These photos were taken with a stock 7D Mark 2 Camera. I have a similar Camera with even more recent sensor technology insofar as the Canon 80D, therefore do I need it modifying in terms of Ha sensitivity ? I'd like your opinions please as I may be missing something from Roger's take on it.

"Modifying digital cameras is not necessary to obtain great astrophotos. Many stock cameras have good hydrogen-alpha response, e.g. recent Canon DSLRs. More important than a modified cameras is proper post processing methods that will bring out and not suppress hydrogen alpha emission, and cameras with good sensitivity and very low thermal dark current. The best digital camera for deep sky astrophotography that I have evaluated has good sensitivity, including hydrogen-alpha, and amazingly low dark current is the Canon 7D Mark II 20-megapixel digital camera. A great full frame digital camera for astrophotography is the Canon 6D 20-megapixel digital camera.

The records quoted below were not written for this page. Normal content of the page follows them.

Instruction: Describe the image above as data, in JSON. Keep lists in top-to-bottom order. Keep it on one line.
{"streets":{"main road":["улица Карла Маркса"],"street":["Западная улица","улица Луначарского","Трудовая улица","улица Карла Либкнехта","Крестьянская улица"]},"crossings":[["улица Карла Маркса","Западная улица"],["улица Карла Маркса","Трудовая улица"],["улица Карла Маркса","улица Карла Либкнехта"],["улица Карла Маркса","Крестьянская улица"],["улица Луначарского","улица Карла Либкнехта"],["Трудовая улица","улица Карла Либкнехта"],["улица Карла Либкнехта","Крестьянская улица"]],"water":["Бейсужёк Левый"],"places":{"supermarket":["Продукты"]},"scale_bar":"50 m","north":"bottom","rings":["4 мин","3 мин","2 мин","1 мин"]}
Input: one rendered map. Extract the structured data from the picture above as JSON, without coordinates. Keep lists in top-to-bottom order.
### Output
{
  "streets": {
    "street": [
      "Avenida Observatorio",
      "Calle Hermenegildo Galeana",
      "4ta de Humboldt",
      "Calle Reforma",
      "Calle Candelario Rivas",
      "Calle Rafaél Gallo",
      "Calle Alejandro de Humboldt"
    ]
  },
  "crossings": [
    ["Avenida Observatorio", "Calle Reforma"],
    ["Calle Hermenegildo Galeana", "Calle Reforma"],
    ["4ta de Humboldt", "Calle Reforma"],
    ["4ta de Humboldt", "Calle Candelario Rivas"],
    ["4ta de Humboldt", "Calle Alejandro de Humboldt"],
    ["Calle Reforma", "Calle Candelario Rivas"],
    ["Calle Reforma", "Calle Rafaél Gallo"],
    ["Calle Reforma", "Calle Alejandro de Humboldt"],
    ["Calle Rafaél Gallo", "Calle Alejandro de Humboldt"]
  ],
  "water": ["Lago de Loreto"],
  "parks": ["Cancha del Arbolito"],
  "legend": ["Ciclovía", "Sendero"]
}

The advantage of a stock digital camera in astrophotography is that the color balance is close to that of the human eye, and shows compositional differences better. Modified digital cameras are too sensitive to hydrogen alpha emission, making scenes containing hydrogen too red, swamping colors from other compositions. Often this shows in amateur astrophotos as dominantly red. The choice of course is personal. I prefer images with more colors to show more processes and chemistry. I believe such images are more interesting, so I only use stack digitalcameras for my astrophotography."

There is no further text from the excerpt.